2 defendants discriminated or retaliated against him due to his race, age, disability, or national origin. (Final Award, pp. 32-33.) Rather, the arbitrator found that the actions taken against Dr. Virk were motivated by non-discriminatory, general animosity toward Dr. Virk and a desire to oust him from the Maple-Gate practice. (Id.) But as to Dr. Virk’s

breach-of-contract claims, the arbitrator found that Dr. Virk sufficiently proved that Maple- Gate terminated his employment in breach of his employment contract. (Id. at pp. 34- 36.) To compensate Dr. Virk for that breach and the lost wages associated therewith, the arbitrator awarded him total damages of $2,686,864.57, inclusive of interest. (Id. at pp. 37, 40.) III. DISCUSSION The defendants seek vacatur of the Final Award under § 10 of the Federal Arbitration Act (“FAA”). See 9 U.S.C. § 10. They maintain that, in reaching his decision, the arbitrator exceeded his powers and manifestly disregarded the governing law. Dr. Virk, on the other hand, seeks to confirm the Final Award under § 9 of the FAA and argues

that no basis for vacatur exists. See 9 U.S.C. § 9. For the reasons set forth below, this Court finds that the Final Award must be confirmed. Arbitration awards are not self-enforcing; judicial orders are required to give them force and effect. D.H. Blair & Co., Inc. v. Gottdiener, 462 F.3d 95, 104 (2d Cir. 2006). Under the FAA, which was enacted to overcome judicial resistance to arbitration and instill a national policy favoring it, see Buckeye Check Cashing, Inc. v. Cardegna, 546 U.S. 440, 443, 126 S. Ct. 1204, 163 L. Ed. 2d 1038 (2006), a court may confirm, vacate, modify, or correct an award, see 9 U.S.C. §§ 9-11.

3 Confirmation of an arbitration award is usually “‘a summary proceeding that merely makes what is already a final arbitration award a judgment of the court,’ and the court ‘must grant’ the [motion to confirm] unless the award is vacated, modified, or corrected.” D.H. Blair, 462 F.3d at 110 (citing Florasynth, Inc. v. Pickholz, 750 F.2d 171, 176 (2d Cir.

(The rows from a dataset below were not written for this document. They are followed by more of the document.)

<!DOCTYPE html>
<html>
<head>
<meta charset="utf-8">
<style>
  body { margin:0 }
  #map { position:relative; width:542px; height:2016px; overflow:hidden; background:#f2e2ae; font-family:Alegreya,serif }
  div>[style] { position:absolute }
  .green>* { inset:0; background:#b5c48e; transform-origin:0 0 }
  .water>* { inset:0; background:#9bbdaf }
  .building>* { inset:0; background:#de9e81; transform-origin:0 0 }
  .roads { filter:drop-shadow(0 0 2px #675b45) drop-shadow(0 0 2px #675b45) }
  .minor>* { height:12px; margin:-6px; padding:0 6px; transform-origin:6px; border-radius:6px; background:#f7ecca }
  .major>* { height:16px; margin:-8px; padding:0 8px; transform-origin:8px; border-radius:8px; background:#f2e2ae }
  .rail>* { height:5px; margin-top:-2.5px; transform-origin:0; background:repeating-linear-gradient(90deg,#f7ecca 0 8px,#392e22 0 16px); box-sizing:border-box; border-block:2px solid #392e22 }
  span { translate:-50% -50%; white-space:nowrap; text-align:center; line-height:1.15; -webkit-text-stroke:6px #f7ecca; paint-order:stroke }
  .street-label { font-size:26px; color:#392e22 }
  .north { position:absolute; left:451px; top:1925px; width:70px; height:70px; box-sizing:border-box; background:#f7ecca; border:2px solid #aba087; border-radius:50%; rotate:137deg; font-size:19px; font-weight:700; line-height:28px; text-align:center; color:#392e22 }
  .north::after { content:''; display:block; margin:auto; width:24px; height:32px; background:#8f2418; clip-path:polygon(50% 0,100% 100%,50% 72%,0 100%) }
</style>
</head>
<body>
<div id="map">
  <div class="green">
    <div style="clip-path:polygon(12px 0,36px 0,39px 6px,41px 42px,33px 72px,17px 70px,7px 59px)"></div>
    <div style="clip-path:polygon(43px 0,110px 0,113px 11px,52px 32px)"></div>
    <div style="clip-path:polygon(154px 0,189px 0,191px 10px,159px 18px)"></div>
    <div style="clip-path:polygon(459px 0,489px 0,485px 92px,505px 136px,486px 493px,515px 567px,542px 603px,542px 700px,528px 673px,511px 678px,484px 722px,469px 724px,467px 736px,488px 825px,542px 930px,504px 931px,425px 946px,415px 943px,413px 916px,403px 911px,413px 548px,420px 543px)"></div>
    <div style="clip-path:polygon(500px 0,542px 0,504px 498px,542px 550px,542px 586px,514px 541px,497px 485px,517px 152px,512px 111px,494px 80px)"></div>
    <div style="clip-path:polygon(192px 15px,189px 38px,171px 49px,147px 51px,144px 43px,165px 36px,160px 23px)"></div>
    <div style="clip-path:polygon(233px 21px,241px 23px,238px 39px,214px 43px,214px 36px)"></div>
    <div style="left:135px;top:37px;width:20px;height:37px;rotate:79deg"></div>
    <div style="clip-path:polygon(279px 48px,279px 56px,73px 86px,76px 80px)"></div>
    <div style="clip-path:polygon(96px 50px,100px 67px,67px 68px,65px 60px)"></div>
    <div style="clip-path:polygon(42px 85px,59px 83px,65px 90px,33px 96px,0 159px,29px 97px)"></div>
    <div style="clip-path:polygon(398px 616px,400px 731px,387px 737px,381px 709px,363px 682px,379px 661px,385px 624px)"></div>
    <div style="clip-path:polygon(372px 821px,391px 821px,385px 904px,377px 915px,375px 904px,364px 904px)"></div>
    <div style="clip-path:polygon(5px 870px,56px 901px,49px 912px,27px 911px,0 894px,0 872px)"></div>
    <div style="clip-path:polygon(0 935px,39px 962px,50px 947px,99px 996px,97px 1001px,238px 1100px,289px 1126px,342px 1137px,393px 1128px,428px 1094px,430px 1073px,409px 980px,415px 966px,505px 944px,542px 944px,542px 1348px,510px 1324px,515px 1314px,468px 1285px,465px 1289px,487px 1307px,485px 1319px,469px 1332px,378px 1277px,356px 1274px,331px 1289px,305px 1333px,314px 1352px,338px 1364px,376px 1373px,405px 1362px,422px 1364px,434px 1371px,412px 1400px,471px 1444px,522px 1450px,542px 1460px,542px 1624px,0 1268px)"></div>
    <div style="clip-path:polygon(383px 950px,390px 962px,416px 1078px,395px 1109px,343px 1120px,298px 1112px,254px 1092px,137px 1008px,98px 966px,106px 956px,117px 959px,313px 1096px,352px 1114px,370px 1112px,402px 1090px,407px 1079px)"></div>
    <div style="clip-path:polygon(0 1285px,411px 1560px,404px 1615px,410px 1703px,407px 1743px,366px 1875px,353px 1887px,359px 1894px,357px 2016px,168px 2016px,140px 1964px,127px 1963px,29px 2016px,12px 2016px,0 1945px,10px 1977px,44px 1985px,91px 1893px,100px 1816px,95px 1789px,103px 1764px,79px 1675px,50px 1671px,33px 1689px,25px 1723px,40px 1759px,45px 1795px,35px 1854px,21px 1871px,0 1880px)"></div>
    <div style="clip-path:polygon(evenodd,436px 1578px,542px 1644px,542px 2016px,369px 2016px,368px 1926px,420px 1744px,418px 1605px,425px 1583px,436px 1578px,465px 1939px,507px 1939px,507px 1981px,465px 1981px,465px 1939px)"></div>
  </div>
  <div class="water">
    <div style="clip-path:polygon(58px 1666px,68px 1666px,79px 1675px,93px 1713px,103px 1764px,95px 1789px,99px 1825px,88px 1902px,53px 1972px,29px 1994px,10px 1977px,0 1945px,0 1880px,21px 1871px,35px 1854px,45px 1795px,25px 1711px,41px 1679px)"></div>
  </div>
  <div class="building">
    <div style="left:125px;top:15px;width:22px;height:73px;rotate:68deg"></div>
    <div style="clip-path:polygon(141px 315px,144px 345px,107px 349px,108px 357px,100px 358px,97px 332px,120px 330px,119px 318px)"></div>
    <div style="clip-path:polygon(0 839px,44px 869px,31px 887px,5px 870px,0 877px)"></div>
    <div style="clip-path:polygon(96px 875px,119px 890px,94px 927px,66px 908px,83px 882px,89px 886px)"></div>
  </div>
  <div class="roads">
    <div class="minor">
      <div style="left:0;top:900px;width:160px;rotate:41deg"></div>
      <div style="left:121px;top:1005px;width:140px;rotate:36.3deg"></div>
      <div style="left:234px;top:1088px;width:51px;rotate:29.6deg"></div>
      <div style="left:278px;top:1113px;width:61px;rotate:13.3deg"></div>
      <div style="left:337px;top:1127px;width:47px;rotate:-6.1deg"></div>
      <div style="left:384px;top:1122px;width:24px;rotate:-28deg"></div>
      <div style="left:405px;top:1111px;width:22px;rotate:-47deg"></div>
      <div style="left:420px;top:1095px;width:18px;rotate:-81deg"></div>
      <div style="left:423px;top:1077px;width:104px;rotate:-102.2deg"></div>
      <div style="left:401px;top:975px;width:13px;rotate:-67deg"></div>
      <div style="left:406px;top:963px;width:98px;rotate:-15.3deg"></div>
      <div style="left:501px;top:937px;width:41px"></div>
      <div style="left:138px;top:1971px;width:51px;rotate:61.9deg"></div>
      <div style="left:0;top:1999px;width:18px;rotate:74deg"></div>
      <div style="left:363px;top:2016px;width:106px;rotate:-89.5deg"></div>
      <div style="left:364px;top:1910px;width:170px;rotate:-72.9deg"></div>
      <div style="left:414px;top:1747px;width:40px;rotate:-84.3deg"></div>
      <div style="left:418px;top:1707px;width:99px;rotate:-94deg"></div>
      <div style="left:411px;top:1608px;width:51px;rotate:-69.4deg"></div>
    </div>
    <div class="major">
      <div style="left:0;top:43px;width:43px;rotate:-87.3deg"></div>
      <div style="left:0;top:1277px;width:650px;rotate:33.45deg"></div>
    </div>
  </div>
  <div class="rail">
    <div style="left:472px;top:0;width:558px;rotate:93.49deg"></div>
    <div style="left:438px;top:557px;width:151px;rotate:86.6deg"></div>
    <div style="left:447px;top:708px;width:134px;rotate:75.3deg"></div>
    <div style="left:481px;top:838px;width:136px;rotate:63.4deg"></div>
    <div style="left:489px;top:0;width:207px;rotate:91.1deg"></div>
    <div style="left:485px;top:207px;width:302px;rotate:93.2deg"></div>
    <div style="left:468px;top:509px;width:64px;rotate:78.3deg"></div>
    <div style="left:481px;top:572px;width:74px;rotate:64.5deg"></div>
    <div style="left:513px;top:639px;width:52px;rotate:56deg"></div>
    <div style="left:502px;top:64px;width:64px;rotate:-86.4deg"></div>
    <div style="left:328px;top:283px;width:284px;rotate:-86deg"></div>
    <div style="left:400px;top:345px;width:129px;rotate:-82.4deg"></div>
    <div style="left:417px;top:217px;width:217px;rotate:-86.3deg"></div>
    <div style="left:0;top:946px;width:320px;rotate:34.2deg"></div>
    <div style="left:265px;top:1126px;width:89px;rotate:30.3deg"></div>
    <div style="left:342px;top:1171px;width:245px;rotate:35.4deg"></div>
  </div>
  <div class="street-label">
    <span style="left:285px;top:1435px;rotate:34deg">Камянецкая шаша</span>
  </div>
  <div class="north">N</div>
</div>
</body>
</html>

1984)). “[A]n extremely deferential standard of review” applies “[t]o encourage and support the use of arbitration by consenting parties.” Porzig v. Dresdner, Kleinwort, Benson, N. Am. LLC, 497 F.3d 133, 139 (2d Cir. 2007); see also Landau v. Eisenberg, 922 F.3d 495, 498 (2d Cir. 2019) (per curiam) (“The FAA creates a strong presumption in favor of enforcing arbitration awards and courts have an extremely limited role in reviewing such awards.”) (citations and quotation marks omitted); Folkways Music Publishers, Inc. v. Weiss, 989 F.2d 108, 111 (2d Cir. 1993) (“Arbitration awards are subject to very limited review in order to avoid undermining the twin goals of arbitration, namely, settling disputes efficiently and avoiding long and expensive litigation.”). The burden of proof required to avoid confirmation of an arbitration is therefore

very high, since courts afford great deference to arbitration decisions. See Ottley v. Schwartzberg, 819 F.2d 373, 376 (2d Cir. 1987); Duferco Int’l Steel Trading v. T. Klaveness Shipping A/S, 333 F.3d 383, 388 (2d Cir. 2003) (“A party petitioning a federal court to vacate an arbitral award bears the heavy burden of showing that the award falls within a very narrow set of circumstances delineated by statute and case law.”). Indeed, “an arbitration award should be enforced, despite a court’s disagreement with it on the merits, if there is ‘a barely colorable justification for the outcome reached.’” Landy Michaels Realty Corp. v. Local 32B-32J, Serv. Emps.